■ **MATERIAL FOR THIS TASK**
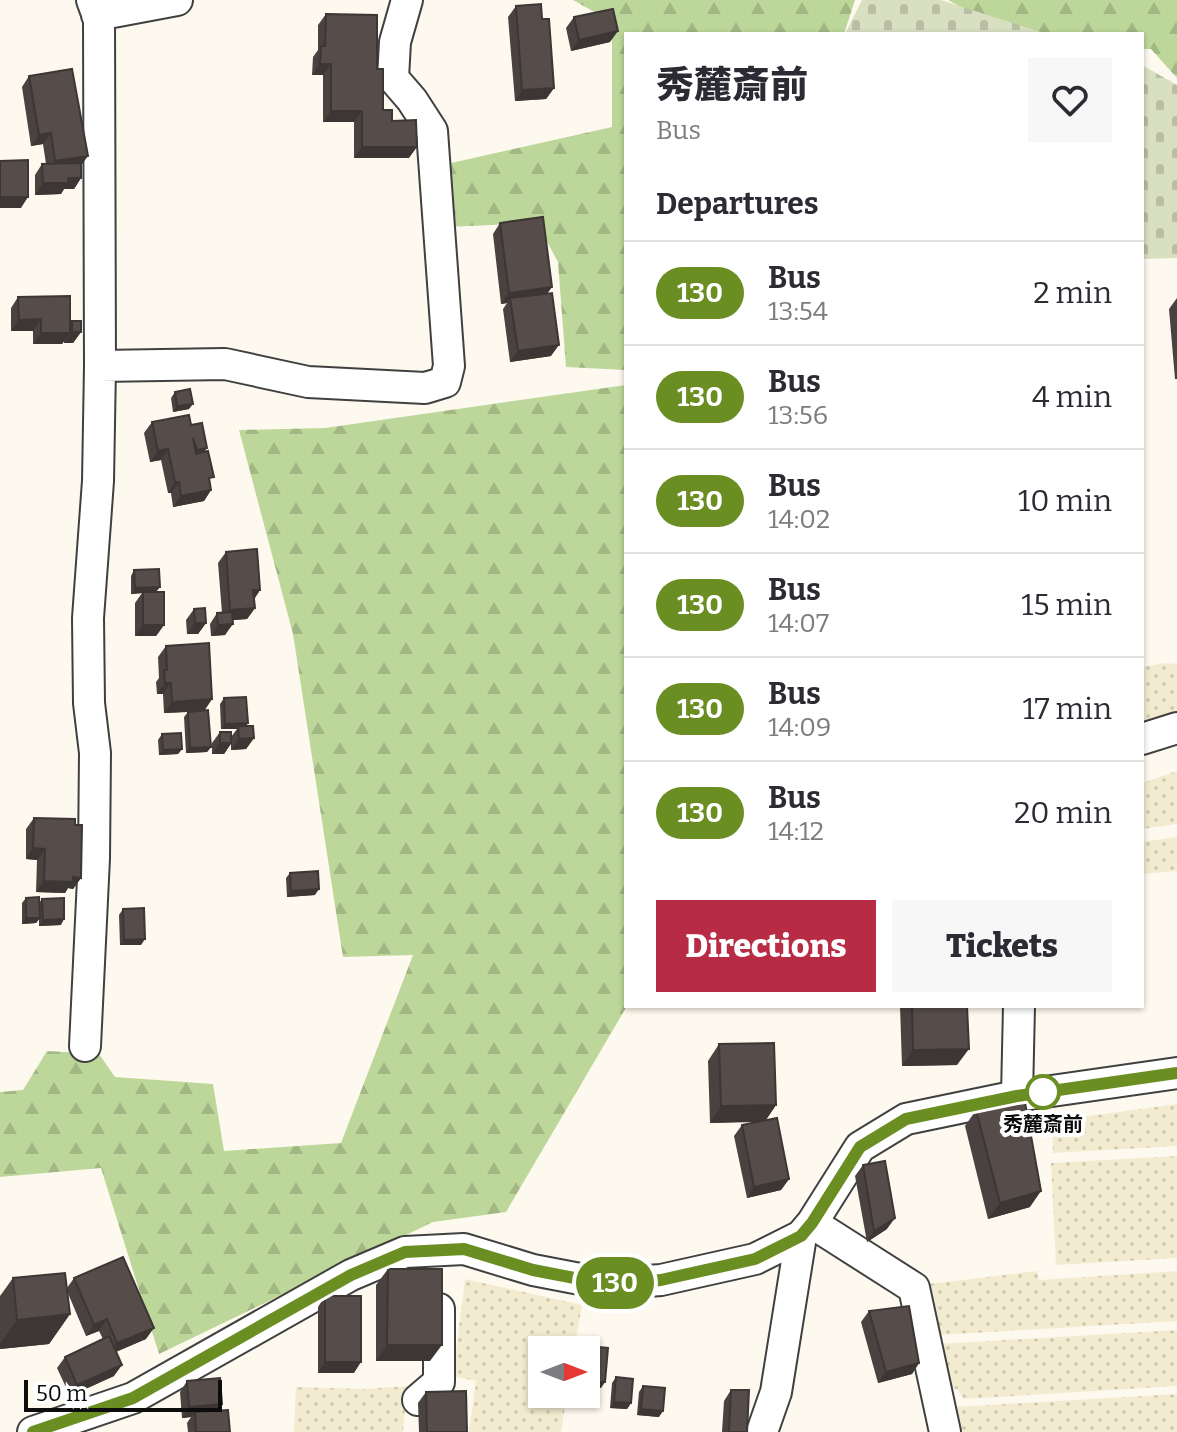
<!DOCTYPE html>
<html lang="en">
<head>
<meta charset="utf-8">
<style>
	body { margin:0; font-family:Bitter,"Noto Sans JP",serif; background:#f7f7f7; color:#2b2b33; height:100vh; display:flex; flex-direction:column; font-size:30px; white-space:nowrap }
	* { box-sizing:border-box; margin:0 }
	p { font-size:26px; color:#7c7c81 }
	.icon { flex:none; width:44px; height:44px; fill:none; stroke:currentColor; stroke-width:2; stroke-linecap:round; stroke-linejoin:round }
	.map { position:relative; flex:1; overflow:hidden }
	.panel { position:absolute; left:624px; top:32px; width:520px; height:976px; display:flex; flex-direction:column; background:#fff; border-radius:0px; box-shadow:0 2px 6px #0004 }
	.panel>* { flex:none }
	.badge { padding:0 16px; border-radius:26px; font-size:28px; line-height:52px }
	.needle { width:52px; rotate:90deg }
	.buttons { position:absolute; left:528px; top:1336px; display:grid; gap:16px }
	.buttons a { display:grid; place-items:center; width:72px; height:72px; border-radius:0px; background:#fff; box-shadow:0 2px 6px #0004; font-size:40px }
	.scale { position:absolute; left:24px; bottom:20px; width:198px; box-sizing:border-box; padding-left:8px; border:4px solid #0d0d0d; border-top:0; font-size:22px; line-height:28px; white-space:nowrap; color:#0d0d0d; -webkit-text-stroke:6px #fff; paint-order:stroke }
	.map>.badge { position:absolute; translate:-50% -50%; box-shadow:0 0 0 4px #fff }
	h2 { padding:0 32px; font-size:30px; line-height:72px }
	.round { display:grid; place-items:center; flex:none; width:84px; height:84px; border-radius:0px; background:#f7f7f7 }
	.head { display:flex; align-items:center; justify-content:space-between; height:136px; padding:0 32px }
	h1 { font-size:38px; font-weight:800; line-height:60px }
	.cta { display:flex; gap:16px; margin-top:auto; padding:16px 32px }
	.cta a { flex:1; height:92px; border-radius:0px; background:#b72b44; color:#fff; font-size:32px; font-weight:800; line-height:92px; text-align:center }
	.cta a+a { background:#f7f7f7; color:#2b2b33 }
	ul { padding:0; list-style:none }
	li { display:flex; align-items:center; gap:24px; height:104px; padding:0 32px; border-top:2px solid #e1e1e2 }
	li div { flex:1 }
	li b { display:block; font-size:30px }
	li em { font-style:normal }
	li .badge { min-width:88px; font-weight:700; text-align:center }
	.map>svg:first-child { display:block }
	.farmland { fill:url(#farmland-dots) }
	.forest { fill:url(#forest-firs) }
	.cemetery { fill:url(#cemetery-stones) }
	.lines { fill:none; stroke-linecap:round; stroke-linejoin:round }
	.minor-casing { stroke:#404040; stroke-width:34 }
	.minor { stroke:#fff; stroke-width:30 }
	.wall { fill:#4a4240 }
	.shaded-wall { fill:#3c3634 }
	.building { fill:#564d4a; stroke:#3c3634; stroke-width:2 }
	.line-casing { stroke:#fff; stroke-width:18 }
	.line { stroke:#6b8e23; stroke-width:12 }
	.stop-dot { fill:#fff; stroke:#6b8e23; stroke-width:4 }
	.labels { text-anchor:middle; stroke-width:8; stroke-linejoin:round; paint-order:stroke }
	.stop-label { font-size:20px; font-weight:bold; fill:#0d0d0d; stroke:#fff }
</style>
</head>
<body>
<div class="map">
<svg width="1177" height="1432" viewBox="0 0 1177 1432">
	<defs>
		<pattern id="farmland-dots" width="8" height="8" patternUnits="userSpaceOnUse" patternTransform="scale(2)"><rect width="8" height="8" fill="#f3ebd0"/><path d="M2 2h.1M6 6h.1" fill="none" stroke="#cfc8b1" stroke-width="1.8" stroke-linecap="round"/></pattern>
		<pattern id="forest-firs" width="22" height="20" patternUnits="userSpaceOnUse" patternTransform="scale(2)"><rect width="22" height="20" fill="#bdd79a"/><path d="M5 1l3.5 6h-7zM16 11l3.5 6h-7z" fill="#a1b784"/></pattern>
		<pattern id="cemetery-stones" width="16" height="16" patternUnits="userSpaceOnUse" patternTransform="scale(2)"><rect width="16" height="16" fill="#d9dfc1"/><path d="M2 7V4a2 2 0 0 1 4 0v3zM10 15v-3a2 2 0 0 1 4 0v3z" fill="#b9bea5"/></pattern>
	</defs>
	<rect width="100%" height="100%" fill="#fef9ee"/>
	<path class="farmland" d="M1165,663L1177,664V718L1142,729V667Z
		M1177,771V824L1142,829V783Z
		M1177,837V871L1142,874V842Z
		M1177,1104V1146L1053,1153L1052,1121Z
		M1177,1156V1258L1056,1265L1051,1163Z
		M1037,1271L1039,1280L1177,1271V1321L938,1335L929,1284Z
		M465,1279L582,1305L574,1350H542V1394H567L561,1432H469L476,1381L453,1376Z
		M1177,1330V1386L964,1399L958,1390L946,1384L939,1344Z
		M407,1386L403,1432H294L296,1387L365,1389Z
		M1177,1394V1432H959L954,1407Z"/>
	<path class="forest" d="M573,0H855L844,34H626V370L566,367L558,262L537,223L446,227L438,166L612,127V22Z
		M948,0H1177V78L1151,49H1142V34H1009Z
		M626,385L627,1006L506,1212L433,1222L159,1354L101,1168L0,1177V1092L23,1090L47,1051L99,1054L115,1077L213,1084L224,1151L341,1143L413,955L343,957L293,634L239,430L325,428Z"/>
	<path class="cemetery" d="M862,0H941L1047,34H845Z
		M1142,65L1177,85V258L1142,259Z"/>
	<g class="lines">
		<defs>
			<path id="minor" d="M97,15L177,0
				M100,366L225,364L308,382L425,388L445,382L449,366L432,131L412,100L393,78L395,42L407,0
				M1142,739L1177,728
				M85,1046L94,858L95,753L89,703L88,618L98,481L100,366L99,19L92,0
				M1017,1096L1019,1006
				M812,1223L914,1288L945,1432
				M418,1400L439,1382V1309
				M33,1432L133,1398L351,1275L405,1252L464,1249L533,1270L606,1284L661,1280L755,1259L801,1236L812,1223L860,1147L906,1119L1017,1096L1177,1073
				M762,1432L776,1392L801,1236"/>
		</defs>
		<use href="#minor" class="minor-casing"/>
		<use href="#minor" class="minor"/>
	</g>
	<path class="wall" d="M516,6L542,19L554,88L546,99L515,101L508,17Z
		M326,14L377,69L383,110L392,121L409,158H354V122H323V75H312L313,57L318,50V25Z
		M574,17L610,42L571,51L566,28Z
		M29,76L81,166V178L74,189H64L61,194L35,195V175L42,164H46L43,144L31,146L22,87Z
		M500,223L552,287L547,293L551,356L510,362L503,309L507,303L501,304L493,234Z
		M18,297L70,324L72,321L81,332L73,343H64V341L62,344H33V331H11V308Z
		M1177,298V379H1175L1169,309Z
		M175,392L189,409L173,412L171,398Z
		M152,422L191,425L204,452L211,490L204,501L173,507L171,493H168L161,460L150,462L144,433Z
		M226,552L260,590L254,599L255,608L247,619L233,620L225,635L211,636L210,624L217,613H222L218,563Z
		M134,570L156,592L164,625L156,636H135V603L142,593L131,594V576Z
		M194,609L206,623L198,634H187L186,620Z
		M166,646L212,699L204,711L211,747L207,752L186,753L184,717L188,712L164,713L163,694H157L156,682L159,678L158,657Z
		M224,698L248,723L246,726L254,738L246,749L231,750V744L224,754H212V743L220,732L231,737L237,729H221L220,704Z
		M162,734L182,749L178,754L159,755L158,740Z
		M34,818L81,878L73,889L68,888L65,893L36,892L37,860L26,859V829Z
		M290,873L315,895L287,897L286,878Z
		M26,898L39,903L42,899L61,925L39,926V919L36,923L22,924V903Z
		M123,909L141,945H120L119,915Z
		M900,1006H967L957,1065L902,1066Z
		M719,1044L776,1105L766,1120L789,1179L781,1190L747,1198L734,1136L742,1125L758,1122L710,1123L708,1061Z
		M976,1110L1030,1207L988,1219L965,1126Z
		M863,1165L887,1229L867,1242L855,1176Z
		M388,1269L430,1361H376V1285Z
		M13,1278L67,1288L74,1278L146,1339L116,1352L114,1376L70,1396L57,1368L65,1357L103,1339L99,1331L86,1336L67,1291L70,1314L49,1344L0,1349V1296Z
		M325,1296L354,1373H318V1307Z
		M869,1311L919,1363L912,1374L878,1383L861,1322Z
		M598,1347L601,1388L591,1387L594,1352Z
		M616,1377L631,1403L627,1409L610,1408L612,1383Z
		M187,1381L217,1410L230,1432H188L187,1423L191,1417L182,1418L180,1392Z
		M643,1386L659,1417L637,1415L639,1392Z
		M731,1390L747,1432H722L724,1401Z
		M426,1392L467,1432H419L418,1403Z"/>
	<path class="shaded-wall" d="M618,31L610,42L571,51L579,40Z
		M320,64H331L323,75H312Z
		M554,88L546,99L515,101L522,90Z
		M331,111H362L354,122H323Z
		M51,133L43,144L31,146L39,135Z
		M362,147H417L409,158H354Z
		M88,156L80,167L47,172L55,161Z
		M68,178H81L74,189H64L61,194L35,195L43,183Z
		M0,197H28L21,208H0Z
		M552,287L544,298H510L507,303L501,304L509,293Z
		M41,319L33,331H11L19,320Z
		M72,332H81L73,343H64Z
		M41,333H70L62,344H33Z
		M559,345L551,356L510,362L518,351Z
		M193,404L189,409L173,412L177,406Z
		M207,448L200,459L190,461L197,450Z
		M168,449L161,460L150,462L158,451Z
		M175,482H179L171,493H168Z
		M211,490L204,501L173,507L181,496Z
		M160,587L156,592L131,594L135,588Z
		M253,590H260L253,601Z
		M255,608L247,619L222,621L230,610Z
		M195,623H206L198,634H187Z
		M233,624L225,635L211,636L218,625Z
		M143,625H164L156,636H135Z
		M165,683H171L163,694H157Z
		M212,699L204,711L164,713L172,702Z
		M248,723L244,729L238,726L237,729H221L225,724Z
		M254,738L246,749L231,750L239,739Z
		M220,743H231L224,754H212Z
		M211,747L207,752L186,753L190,748Z
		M182,749L178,754L159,755L163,750Z
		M33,848L45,849L37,860L26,859Z
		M73,877L81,878L73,889L68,888L65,893L36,892L44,881Z
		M319,889L315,895L287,897L291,891Z
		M26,918H40L36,923L22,924Z
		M64,919L61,925L39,926L43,920Z
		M145,939L141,945H120L124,940Z
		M969,1049L957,1065L902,1066L913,1050Z
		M776,1105L765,1121L710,1123L721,1106Z
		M789,1179L781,1190L747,1198L754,1187Z
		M1041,1191L1030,1207L988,1219L1000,1203Z
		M895,1218L887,1229L867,1242L874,1231Z
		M70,1314L49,1344L0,1349V1344L17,1320Z
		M107,1319L99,1331L86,1336L94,1325Z
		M154,1328L146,1339L110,1354L117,1343Z
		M387,1345H442L430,1361H376Z
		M325,1362H361L354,1373H318Z
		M919,1363L912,1374L878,1383L886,1372Z
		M122,1365L114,1376L70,1396L77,1385Z
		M595,1382H605L601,1388L591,1387Z
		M614,1402L631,1403L627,1409L610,1408Z
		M222,1404L214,1415L195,1412L191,1417L182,1418L189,1407Z
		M641,1409L663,1411L659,1417L637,1415Z"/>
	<path class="building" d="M541,4L542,19H549L554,88L522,90L516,6Z
		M613,9L618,31L579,40L574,17Z
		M326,14L377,15V69H383V110H392V121L416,120L417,147H362V111H331V64H320L321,46H325Z
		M72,69L88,156L55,161L51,133L39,135L29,76Z
		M28,160V197H0V161Z
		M81,163V178H68V183H43L42,164Z
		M543,217L552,287L509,293L500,223Z
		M552,293L559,345L518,351L510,298Z
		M70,296V333H41V319L19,320L18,297Z
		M72,321H81V332H72Z
		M190,389L193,404L177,406L175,392Z
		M189,415L191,425L202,423L207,448L197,450L193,438L196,454L208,451L214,477L209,478L211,490L181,496L179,482H175L168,449L158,451L152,422Z
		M257,549L260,590H253L255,608L230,610L226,552Z
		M159,569L160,587L135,588L134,570Z
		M143,592H164V625H143Z
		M205,608L206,623H195L194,609Z
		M232,612L233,624L218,625L217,613Z
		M209,643L212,699L172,702L171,683H165L164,670H167L166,646Z
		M246,697L248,723L225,724L224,698Z
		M208,710L211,747L190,748L188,712Z
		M238,726H253L254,738L239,739Z
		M220,732H231V743H220Z
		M181,733L182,749L163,750L162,734Z
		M34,818L75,819V825H82L81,878L73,877V882L44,881L45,849L33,848Z
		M318,871L319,889L291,891L290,873Z
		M39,897L40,918H26V898Z
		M64,898V919L43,920L42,899Z
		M144,908L145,939L124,940L123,909Z
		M912,1006H967L969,1049L913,1050Z
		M774,1043L776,1105L721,1106L719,1044Z
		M1024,1097L1041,1191L1000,1203L976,1110Z
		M777,1118L789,1179L754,1187L742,1125Z
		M885,1161L895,1218L874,1231L863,1165Z
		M123,1257L154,1328L117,1343L107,1319L94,1325L74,1278Z
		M388,1269H442V1345H387Z
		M65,1273L70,1314L17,1320L13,1278Z
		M325,1296H361V1362H325Z
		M909,1306L919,1363L886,1372L869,1311Z
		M109,1336L122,1365L77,1385L65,1357Z
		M598,1347L608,1348L605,1382H595Z
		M616,1377L633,1379L631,1403L614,1402Z
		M220,1378L222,1404L189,1407L187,1381Z
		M643,1386L665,1388L663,1411L641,1409Z
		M731,1390H749L747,1432H729Z
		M466,1391L467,1432H427L426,1392Z
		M228,1410L230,1432H196L195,1412Z"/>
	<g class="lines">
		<defs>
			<path id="line" d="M33,1432L133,1398L351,1275L405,1252L464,1249L533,1270L606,1284L661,1280L755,1259L801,1236L812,1223L860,1147L906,1119L1017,1096L1177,1073"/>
		</defs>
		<use href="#line" class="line-casing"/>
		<use href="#line" class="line"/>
	</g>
	<circle class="stop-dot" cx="1043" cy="1092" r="16"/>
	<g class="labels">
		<g class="stop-label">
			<text x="1043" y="1131">秀麓斎前</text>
		</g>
	</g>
</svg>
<div class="buttons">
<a><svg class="needle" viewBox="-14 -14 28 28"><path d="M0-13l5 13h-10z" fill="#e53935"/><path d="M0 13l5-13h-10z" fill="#7c7c81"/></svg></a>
</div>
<div class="scale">50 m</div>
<b class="badge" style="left:615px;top:1283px;background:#6b8e23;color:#fff">130</b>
<section class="panel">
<div class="head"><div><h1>秀麓斎前</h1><p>Bus</p></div><a class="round"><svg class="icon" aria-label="heart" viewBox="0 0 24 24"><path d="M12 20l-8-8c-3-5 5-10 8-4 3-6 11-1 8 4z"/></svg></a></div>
<h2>Departures</h2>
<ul>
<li><span class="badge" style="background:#6b8e23;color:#fff">130</span><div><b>Bus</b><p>13:54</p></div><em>2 min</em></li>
<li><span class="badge" style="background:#6b8e23;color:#fff">130</span><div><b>Bus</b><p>13:56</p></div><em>4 min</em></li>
<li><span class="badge" style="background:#6b8e23;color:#fff">130</span><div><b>Bus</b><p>14:02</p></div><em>10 min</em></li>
<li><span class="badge" style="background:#6b8e23;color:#fff">130</span><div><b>Bus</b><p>14:07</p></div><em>15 min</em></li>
<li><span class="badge" style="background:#6b8e23;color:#fff">130</span><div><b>Bus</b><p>14:09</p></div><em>17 min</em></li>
<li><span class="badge" style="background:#6b8e23;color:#fff">130</span><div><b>Bus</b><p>14:12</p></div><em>20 min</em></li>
</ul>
<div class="cta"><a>Directions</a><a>Tickets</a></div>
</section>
</div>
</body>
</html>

■ **YOUR TASK**
Scan the records above and tell how many lines include the word "buttons"; the number is all that should be written.

■ **ANSWER TO THIS TASK**
3